Scheduled tasks

Hi

What is the best way to go about creating a service that has access to
my rails environment, but that runs on its own?

My specific problem is creating a process that runs in the background
and updates certain models every 5 minutes. Is there a standard way of
creating something like this?

Thanks
Ryan

  • cron tab and script/runner

  • backgroundrb’s scheduler

  • small ruby daemon with loop with sleep

You can choose what suits you best.

Best regards

Peter De Berdt

I'll chime in a small variant of Peter's suggestions.
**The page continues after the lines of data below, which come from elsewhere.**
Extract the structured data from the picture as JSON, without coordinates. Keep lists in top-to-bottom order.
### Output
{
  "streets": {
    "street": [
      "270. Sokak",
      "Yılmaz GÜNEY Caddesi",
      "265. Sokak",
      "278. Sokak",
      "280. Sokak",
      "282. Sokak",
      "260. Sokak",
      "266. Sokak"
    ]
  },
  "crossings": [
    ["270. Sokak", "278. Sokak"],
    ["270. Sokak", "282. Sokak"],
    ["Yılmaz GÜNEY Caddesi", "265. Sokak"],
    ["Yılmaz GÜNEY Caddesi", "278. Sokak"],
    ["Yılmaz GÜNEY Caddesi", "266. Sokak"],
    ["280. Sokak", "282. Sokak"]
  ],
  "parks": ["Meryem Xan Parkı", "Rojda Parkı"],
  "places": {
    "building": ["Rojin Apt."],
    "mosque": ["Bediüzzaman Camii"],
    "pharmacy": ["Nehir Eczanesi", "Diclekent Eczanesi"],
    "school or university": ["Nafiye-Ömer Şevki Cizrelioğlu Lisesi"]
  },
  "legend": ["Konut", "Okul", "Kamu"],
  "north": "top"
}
If you have a
ruby or other program running, you might want to run it from inittab
to keep it running no matter what.

I vote for crontab calling the shots and calling script/runner.

H

Same here, crontabs would be my personal favorite too. It takes a few seconds to start up the rails process, but at least it releases memory again afterwards. Backgroundrb being a persistent process leaked memory for me, which lead to server crashes over time (earlier versions, haven’t tried the last one).

Thanks for the help.

What if I wanted it to constantly be working. For example, monitoring
a database table for jobs to process?

Depending on what you mean exactly, you could use triggers in the database (if the processing can happen there)
http://dev.mysql.com/doc/refman/5.0/en/triggers.html

If you’re talking about your rails app saving something to the db and you want to process it without locking a mongrel or the user, you could use backgroundrb, starling or some other asynchronous processor out there. There’s a chapter devoted to such setups in the excellent Advanced Rails Recipes book.

Best regards

Peter De Berdt

Has anybody used rufus-scheduler? Opinions? I just downloaded it and
am trying to get it to work. I'm somewhat new to rails so the fix is
not obvious.

I need to run a task every 5 minutes that gathers data and adds it to my
database, so the periodic task needs access to ActiveRecord to save
objects.

Steven Line wrote:

Has anybody used rufus-scheduler? Opinions? I just downloaded it and
am trying to get it to work. I'm somewhat new to rails so the fix is
not obvious.

I need to run a task every 5 minutes that gathers data and adds it to my
database, so the periodic task needs access to ActiveRecord to save
objects.

If anybody is interested, here are the errors. It doesn't seem to be
finding an ActiveRecord object it's trying to access:

running incremental_scan:
trigger() caught exception
A copy of QueryController has been removed from the module tree but is
still active!
/usr/lib/ruby/gems/1.8/gems/activesupport-2.0.2/lib/active_support/dependencies.rb:237:in
`load_missing_constant'
/usr/lib/ruby/gems/1.8/gems/activesupport-2.0.2/lib/active_support/dependencies.rb:469:in
`const_missing'
/home/adminline/cvswatch/app/controllers/query_controller.rb:43:in
`incremental_scan'

The QueryController contains a method called incremental_scan.
Incremental_scan is configured to run every 5 minutes. However when the
scheduler calls it, it throws an exception when it tries to do a
.find(1) from an ActiveRecord object.

Steven Line wrote:

Has anybody used rufus-scheduler? Opinions? I just downloaded it and am trying to get it to work. I'm somewhat new to rails so the fix is not obvious.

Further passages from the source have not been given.